Coïncidence dans ce même numéro, Pierre BLANC, ordonné prêtre en 1984, (après la vague des « départs » officiellement terminés sous l’ère Jean Paul II), témoigne des circonstances qui l’ont « réduit à l’état laïc »… sans droit aux sacrements.... A la question sur l’abrogation du célibat, il répond : « ‘la crise des vocations’ ne sera pas résolue pour autant si l’on reste figé à un modèle de prêtre hérité des derniers siècles ». Après la publication de son livrei les réactions ont été diverses : « j’ai reçu beaucoup de témoignages de personnes me remerciant pour avoir eu le courage d’écrire (…) me racontant alors les difficultés avec leurs prêtres : leur fermeture, leur autoritarisme. Nous vivons dans un climat de repli identitaire, de communautarisme ».
Coïncidence encore l’explication du théologien José Comblin pages 98 et 99, sur le processus ayant conduit à la sacralisation du prêtre. Coïncidence enfin notre article dans ce numéro « Vies consacrées : chroniques d’un déclin annoncé ». Les graphiques font état d’un déclin amorcé dès la fin du XIXème et donc antérieur à Vatican II et à mai 68…
En troisième partie de ce dossier, nous nous voulions optimiste par l’énoncé d’une stabilisation en nombre des prêtres diocésains d’ici 2030 : « autour de 10 000 (8000 plus vraisemblablement mais avec seulement 3000 à 4000 diocésains âgés de moins 60 ans, optimisme oblige… dont une part non négligeable venant d’Afrique, et de l’Europe de l’Est ?) ». Nous y mettions une condition : 90 ordinations par an mais voilà qu’ils sont « seulement » 68 en 2015 !
Les impératifs d’édition n’ayant pas permis la publication d’un graphique sur les diacres permanents, le présent article tout en comblant cette absence apportera une approche plus localisée et ciblée des pénuries auxquelles sont confrontées les évêques de France. Tout en confirmant l’urgence d’une réaction « innovante » pour reprendre le « cri » du Professeur Marcel Metzger.
Quarante ans de déficit presbytéral
Tout d’abord il convient de rappeler le graphique des ordinations diocésaines par décennie de 1871 à 2020. Au XIXème après la Révolution, les ordinations atteignent leur maximum au cours de la décennie 1871-1880. Si nous tenons compte des périodes de rattrapage après les deux guerres mondiales, un léger sursaut est constaté de 1921 à 1950. Mais ensuite la chute va être rapide pour un étiage (espérait-on) de 1170 ordinations au cours de la décennie 1971-1980. C’est d’ailleurs autour du millier que sont comptées par décennie, les ordinations diocésaines de 1981 à 2020 ; mais ces décomptes nationaux font l’impasse des réalités sur le terrain.
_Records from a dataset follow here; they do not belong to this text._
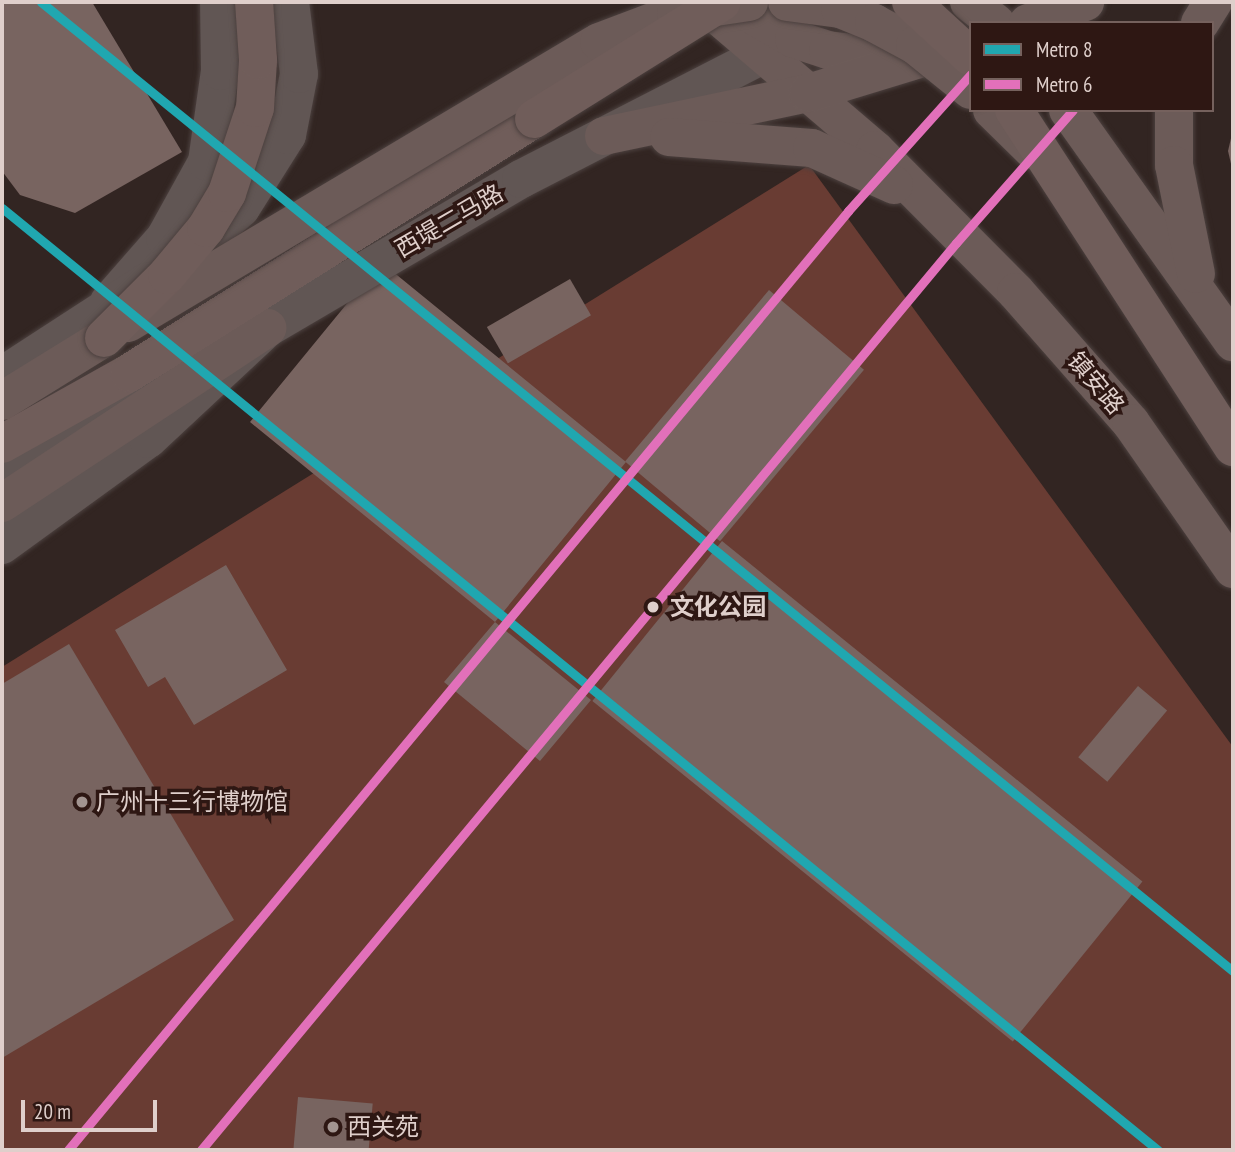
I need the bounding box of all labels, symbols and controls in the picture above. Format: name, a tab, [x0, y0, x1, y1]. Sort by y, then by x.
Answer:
legend	[969, 21, 1214, 112]
text: Metro 8	[1036, 36, 1093, 63]
text: Metro 6	[1036, 71, 1093, 98]
street label: 西堤二马路	[390, 179, 508, 263]
street label: 镇安路	[1062, 346, 1130, 420]
place label: 文化公园	[670, 593, 766, 621]
marker: 文化公园	[642, 596, 664, 618]
place label: 广州十三行博物馆	[96, 788, 288, 816]
marker: 广州十三行博物馆	[74, 794, 90, 810]
scale bar	[24, 1086, 161, 1130]
text: 20 m	[34, 1098, 71, 1125]
place label: 西关苑	[347, 1113, 419, 1141]
marker: 西关苑	[325, 1119, 341, 1135]

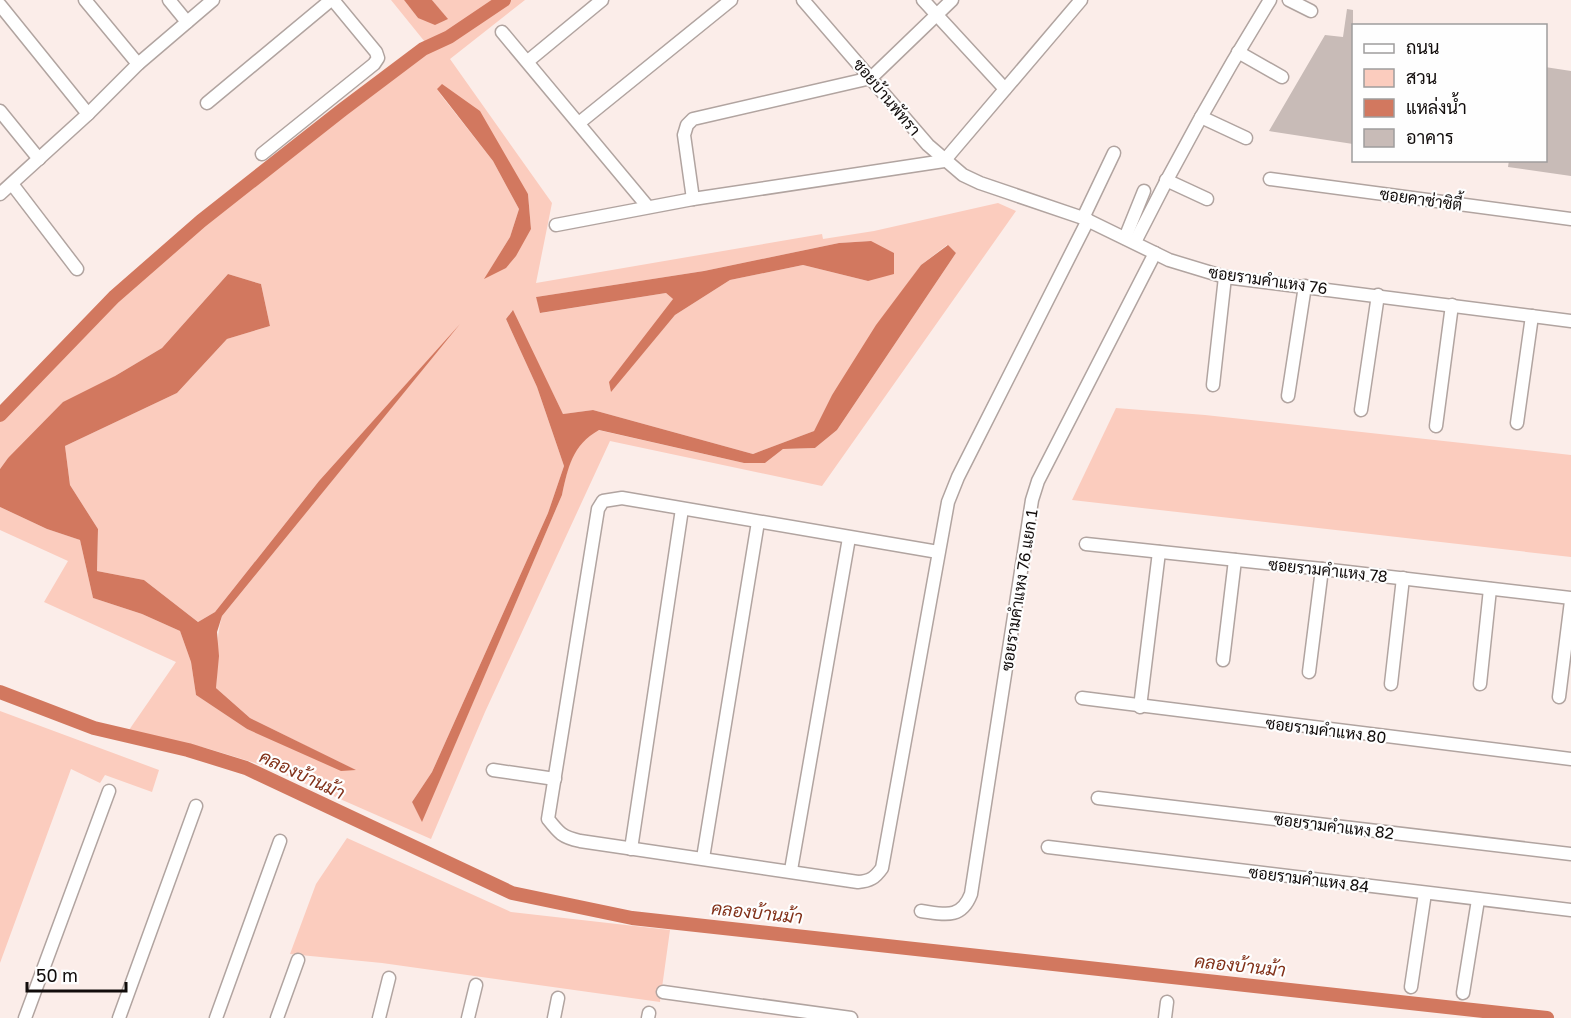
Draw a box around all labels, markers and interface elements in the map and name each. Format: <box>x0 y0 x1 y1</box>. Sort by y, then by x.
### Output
legend <box>1352 24 1547 162</box>
text: ถนน <box>1406 36 1439 58</box>
street label: ซอยบ้านพัทรา <box>849 54 925 140</box>
text: สวน <box>1406 66 1437 88</box>
text: แหล่งน้ำ <box>1406 92 1467 118</box>
text: อาคาร <box>1406 126 1454 148</box>
street label: ซอยคาซ่าซิตี้ <box>1379 179 1465 215</box>
street label: ซอยรามคำแหง 76 <box>1207 262 1329 298</box>
street label: ซอยรามคำแหง 76 แยก 1 <box>996 508 1042 672</box>
street label: ซอยรามคำแหง 78 <box>1267 554 1389 586</box>
street label: ซอยรามคำแหง 80 <box>1264 713 1388 747</box>
water label: คลองบ้านม้า <box>256 745 349 804</box>
street label: ซอยรามคำแหง 82 <box>1273 809 1395 843</box>
street label: ซอยรามคำแหง 84 <box>1248 862 1370 896</box>
water label: คลองบ้านม้า <box>710 896 804 928</box>
water label: คลองบ้านม้า <box>1193 949 1287 981</box>
scale bar <box>27 955 126 993</box>
text: 50 m <box>36 964 78 986</box>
Ainsi quatre diocèses n’ont plus que des prêtres retraités, de nombreux autres n’ont pas connu d’ordinations sur plusieurs années… ce sont alors les plus actifs pour promouvoir des diacres permanents, et donc des ministères « d’hommes mariés »…
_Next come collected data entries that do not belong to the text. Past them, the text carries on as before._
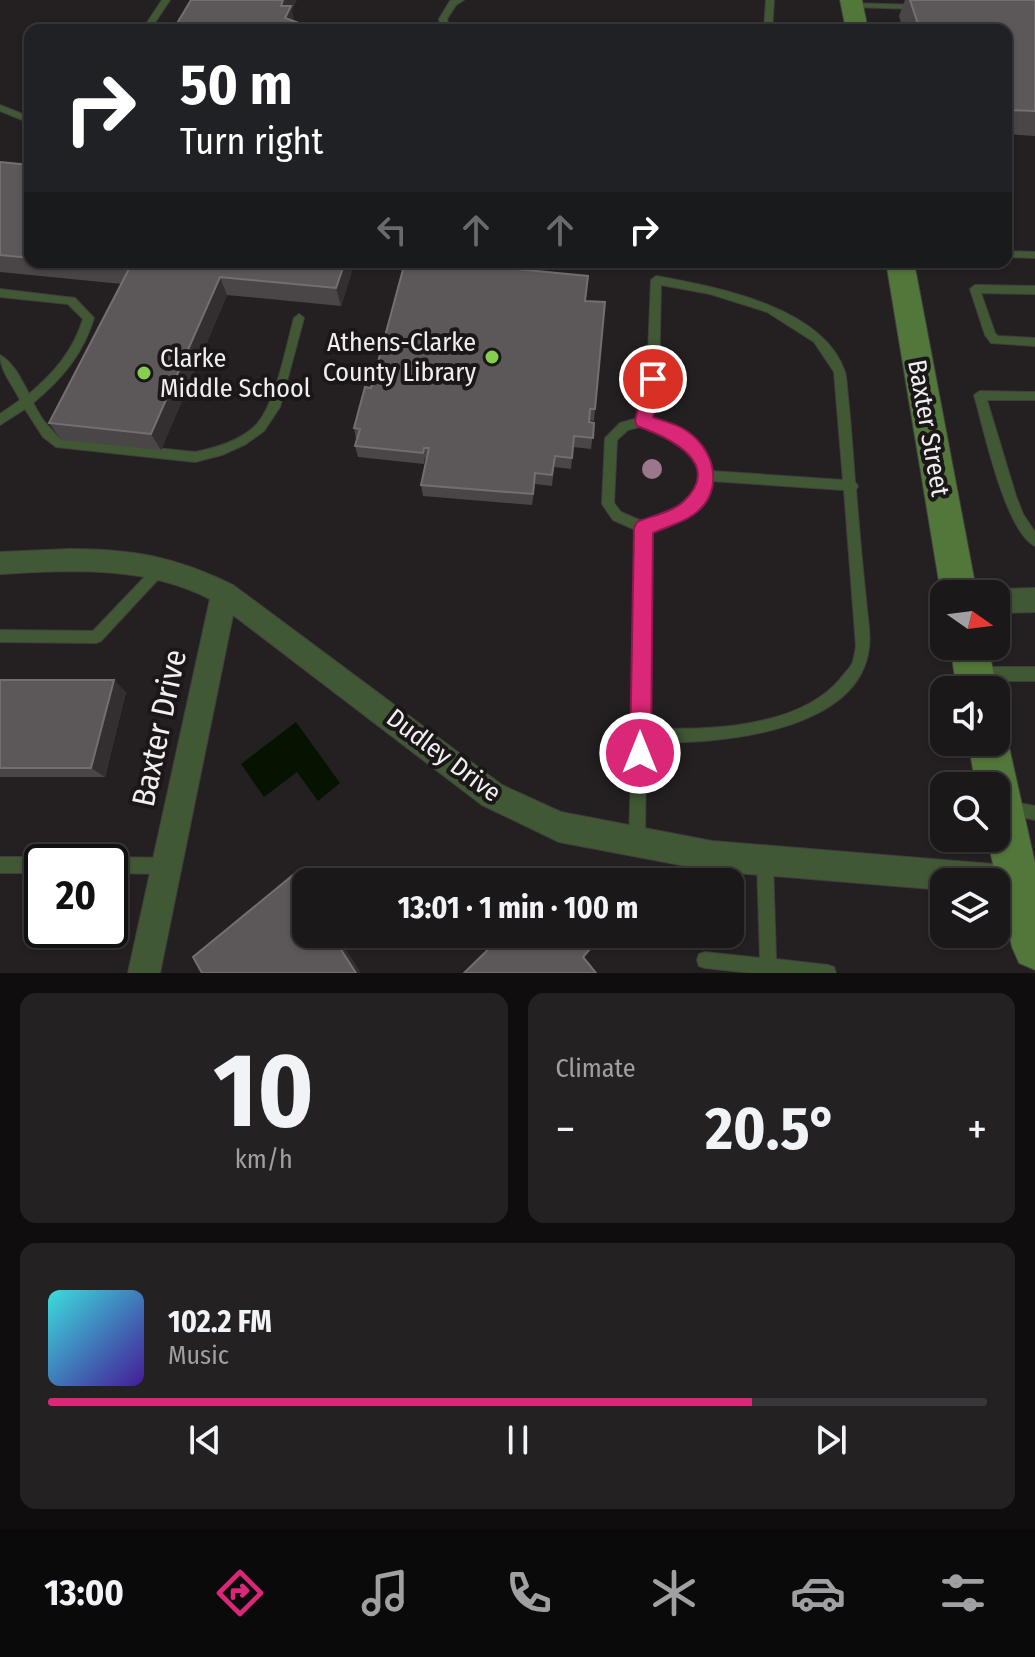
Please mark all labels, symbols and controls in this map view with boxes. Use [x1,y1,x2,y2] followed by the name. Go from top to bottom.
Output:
[180,52,292,119] text: 50 m
[48,56,152,160] icon: right
[180,120,323,164] text: Turn right
[370,208,414,252] icon: left
[454,208,498,252] icon: ahead
[538,208,582,252] icon: ahead
[622,208,666,252] icon: right
[323,327,476,388] place label: Athens-Clarke County Library
[160,343,311,404] place label: Clarke Middle School
[619,345,687,413] pin
[483,348,501,366] marker: Athens-Clarke County Library
[631,357,675,401] icon: arrive
[901,357,956,499] street label: Baxter Street
[135,364,153,382] marker: Clarke Middle School
[930,580,1010,660] north arrow
[930,580,1010,948] map controls
[124,646,194,810] street label: Baxter Drive
[930,676,1010,756] button: sound
[381,702,507,808] street label: Dudley Drive
[598,711,682,795] position arrow
[930,772,1010,852] button: search
[24,844,128,948] speed limit sign: 20
[930,868,1010,948] button: layers
[398,890,638,926] text: 13:01 · 1 min · 100 m
[213,1029,314,1154] text: 10
[556,1053,636,1084] text: Climate
[705,1093,837,1165] text: 20.5°
[556,1103,575,1156] text: −
[967,1103,987,1156] text: +
[235,1144,293,1175] text: km/h
[168,1304,272,1340] text: 102.2 FM
[168,1340,229,1371] text: Music
[183,1418,227,1462] icon: previous
[496,1418,540,1462] icon: pause
[809,1418,853,1462] icon: next
[212,1565,268,1621] icon: directions
[357,1565,413,1621] icon: music
[501,1565,557,1621] icon: phone
[646,1565,702,1621] icon: climate
[790,1565,846,1621] icon: car
[935,1565,991,1621] icon: filters
[44,1571,124,1615] text: 13:00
A l’arrivée de Jean Paul II, le déclin devait être terminé, les vocations « sacerdotales » (et non presbytérales…) ne pouvaient que reprendre : plus de quarante années s’étant écoulées, le déclin est toujours d’actualité.
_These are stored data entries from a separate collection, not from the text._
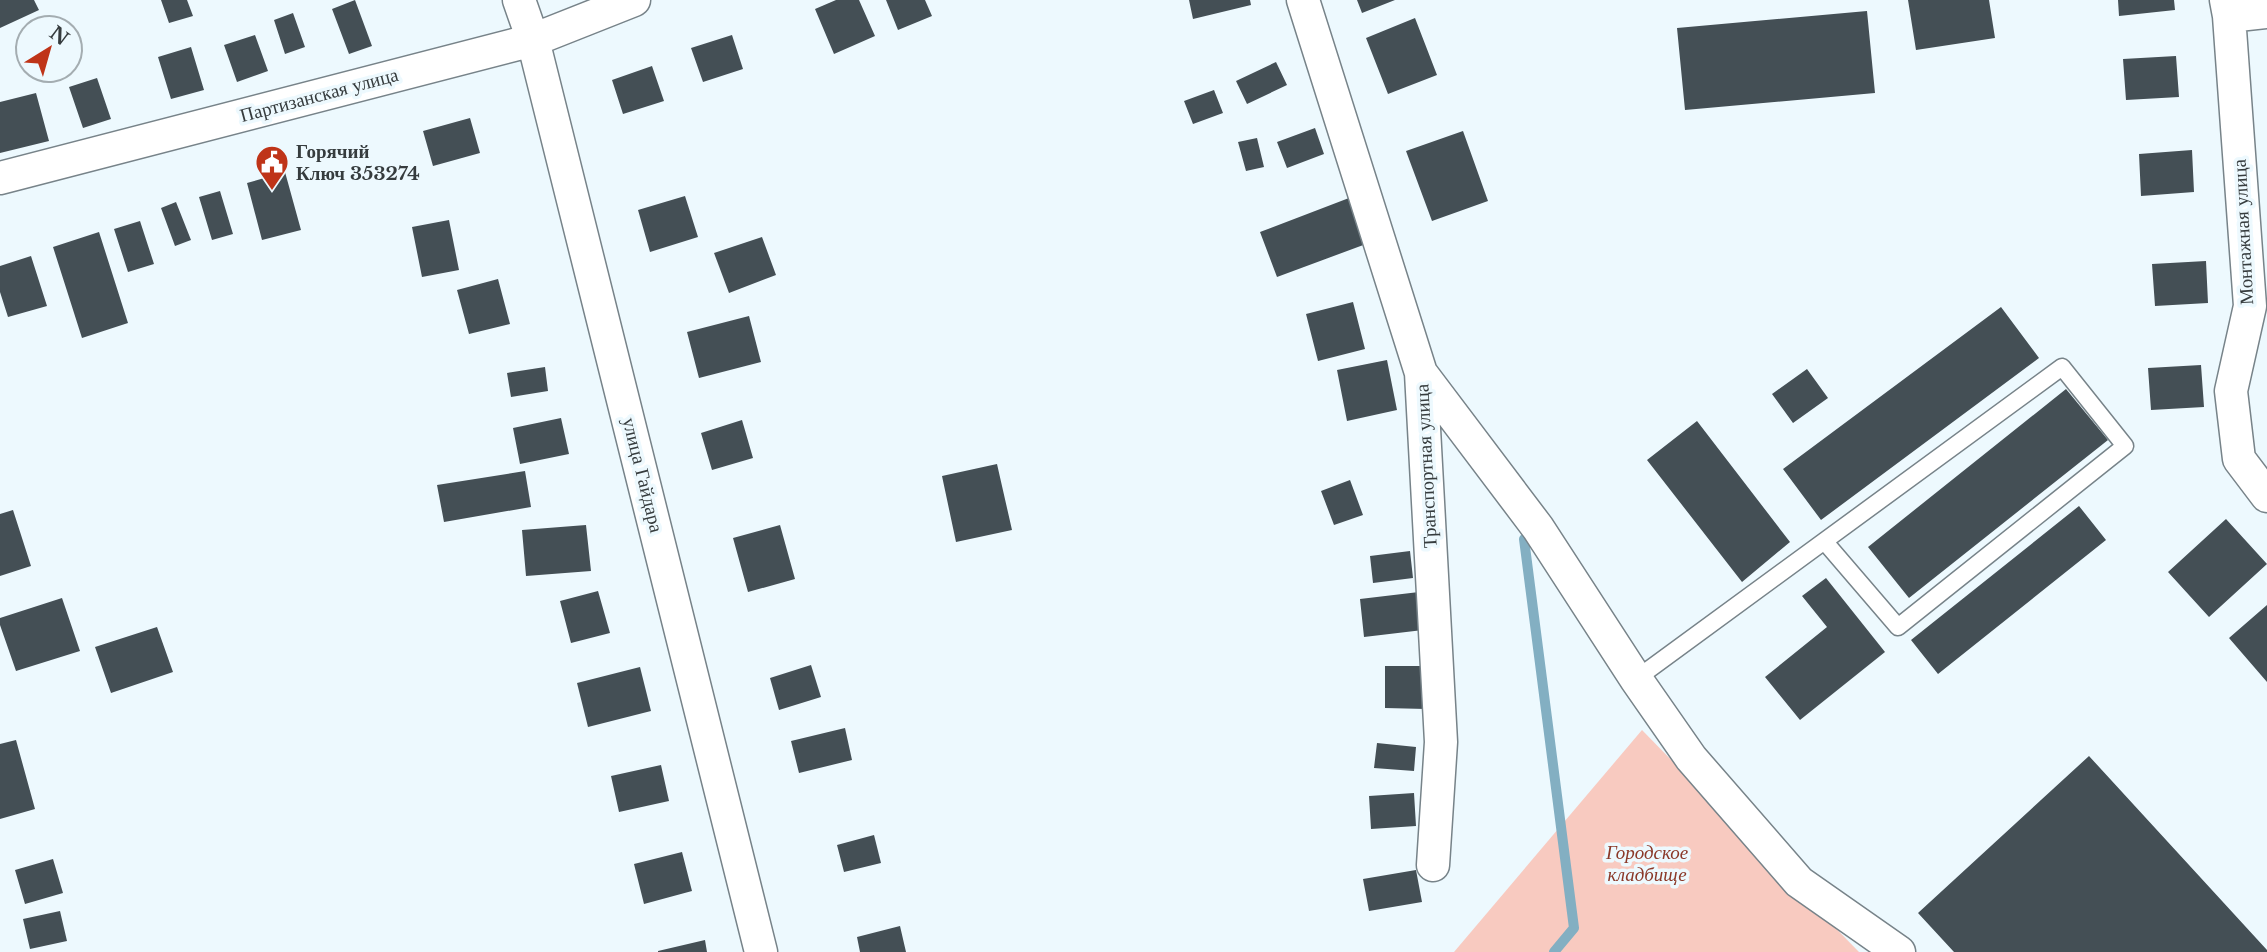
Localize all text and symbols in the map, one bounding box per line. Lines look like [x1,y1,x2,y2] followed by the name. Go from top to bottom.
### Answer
[14,14,84,84] north arrow
[45,21,73,50] text: N
[237,63,401,127] street label: Партизанская улица
[296,140,420,185] place label: Горячий Ключ 353274
[253,143,291,192] public building icon: Горячий Ключ 353274
[2228,158,2258,305] street label: Монтажная улица
[1410,383,1442,549] street label: Транспортная улица
[618,415,669,535] street label: улица Гайдара
[1605,841,1688,886] park label: Городское кладбище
Les deux premières décennies du pape polonais, ont pu laisser penser que la remontée serait possible à partir d’un plancher de 120 ordinations par an. Mais au tournant du millénaire cette espérance est déçue et on peut d’ores et déjà prédire une moyenne autour de 85 ordinations diocésaines pour la décennie 2011-2020.
Dans le même temps les prêtres de plus de 60 ans meurent à une vitesse de plus en plus accélérée. Le journal LA CROIX rapporte une prévision de la Conférence des Évêques pour 2024 de 4257 prêtres en activité, soit une baisse de 1549 par rapport à 2014.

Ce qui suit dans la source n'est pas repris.